There are quite a few similes in this book. On my page 9, Montag imagines Clarisse's face "like the dial of a small clock," which tells you the time in the dark and also foretells the change to come with tomorrow's sunrise. For Montag, his interactions with Clarisse were an awakening. 

On the first page of Part III, "Burning Bright," Beatty (who, like Faber, does have a relatively considerable knowledge of literature) tells Montag, "Old Montag wanted to fly near the sun and now that he's burnt his wings, he wonders why" (100). Beatty is speaking figuratively. He is referring to the mythical Icarus who was warned not to fly too close to the sun. Icarus is curious and does just that. His wings melt and he crashes into the sea. Themes of this myth include ambition, curiosity, desire for knowledge, and questioning authority. It is often cited as a cautionary tale, but it is also cited as a form of rebellion. Beatty knows this literary reference and uses it as a cautionary tale. However, Montag (flew too close to the sun = read books and questioned society) rebelled because he wanted to be an active, free thinker. 

This last example is a use of figurative language which includes a literary reference (to the myth) and this is also a metaphor or an allegory. 

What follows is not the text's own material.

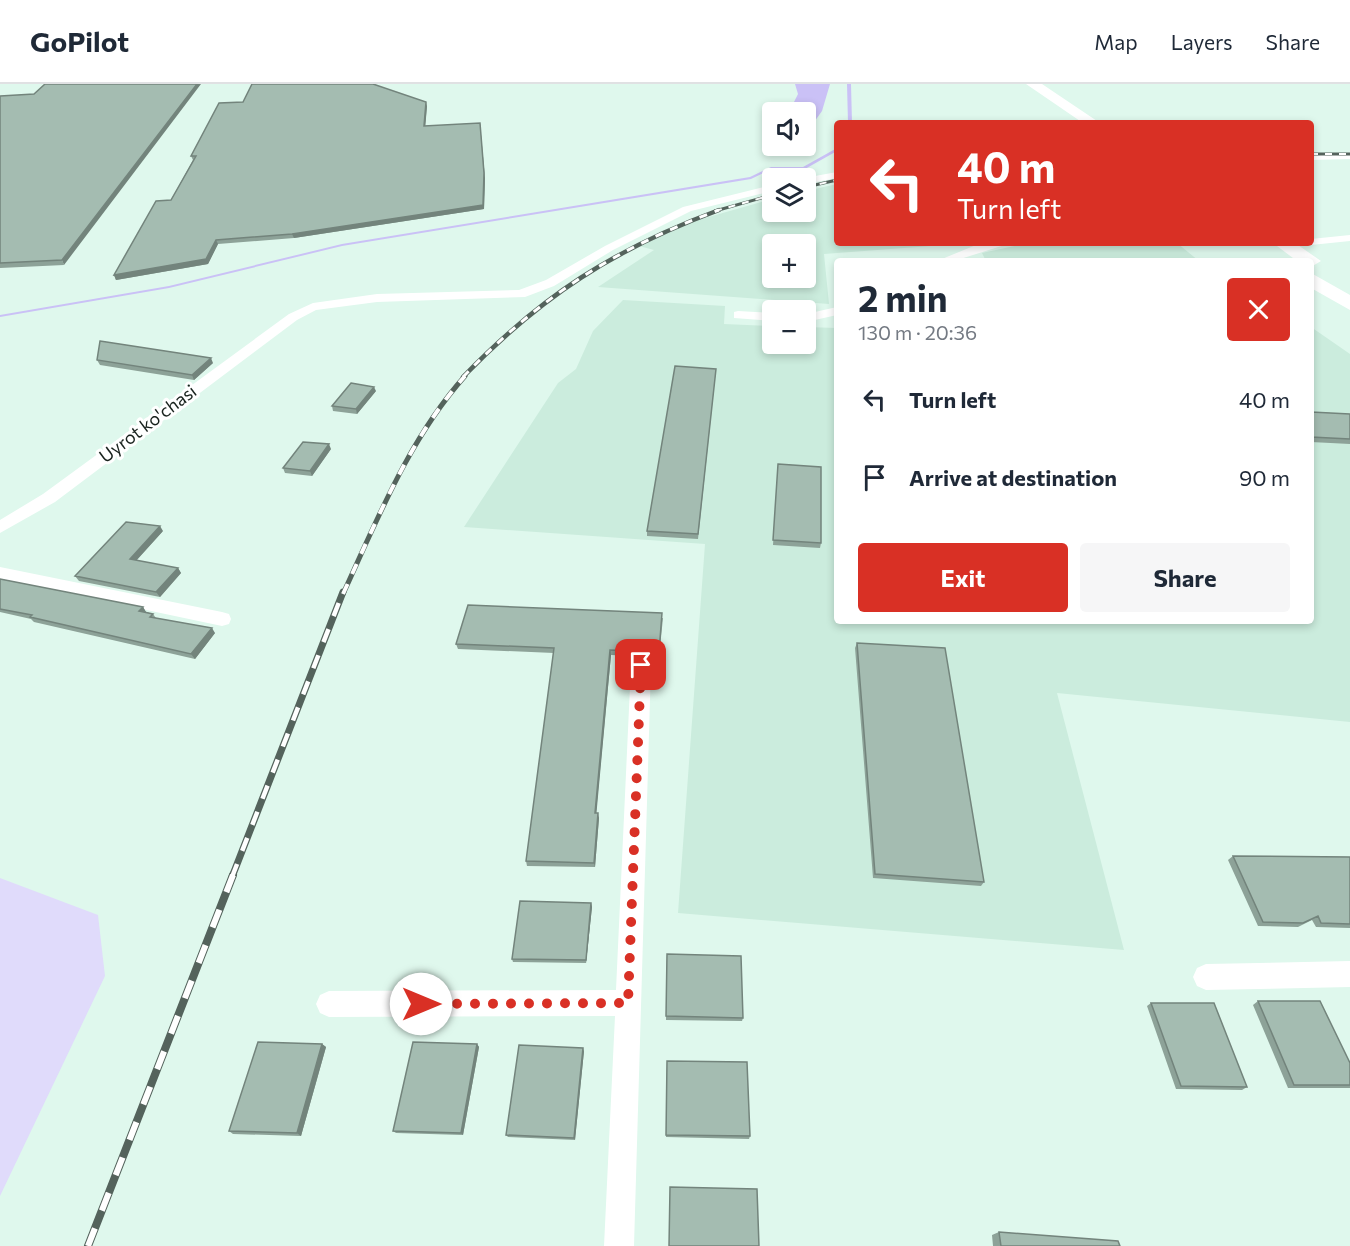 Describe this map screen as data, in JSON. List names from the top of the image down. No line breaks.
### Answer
{"streets":{"street":["Uyrot ko'chasi"]},"page":{"header":"GoPilot","nav":["Map","Layers","Share"],"map_buttons":["+","−"],"turn":["40 m","Turn left"],"heading":["2 min","130 m · 20:36"],"list":[{"name":"Turn left","value":"40 m"},{"name":"Arrive at destination","value":"90 m"}],"buttons":["Exit","Share"]}}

There is also quite a bit of zoomorphism (speaking of things in animalistic terms). At one point, Faber tells Montag he talks about the meaning of things; not just things. Speaking of the hose, the helmets (beetles), and most importantly the books as if they were alive connotes the idea that these are not just things: they also have life or meaning. When Beatty orders Montag to burn his own house (also in Part III), the narration is "The books leapt and danced like roasted birds, their wings ablaze with red and yellow feathers" (103). 

This is one of the main themes of the book. When meaning is enriched (figurative language is one of the ways this is done), life is enriched. To someone like Clarisse (and Montag, after his "awakening"), a bird is not just a bird; it symbolizes flight, song, freedom, etc. For Montag, books become "alive with meaning" and later he and the book people he meets become books: a strong connection between books/meaning and life. The characters who do not think this way are more robotic. They fear literature and figurative language because it complicates their simplistic, thoughtless life.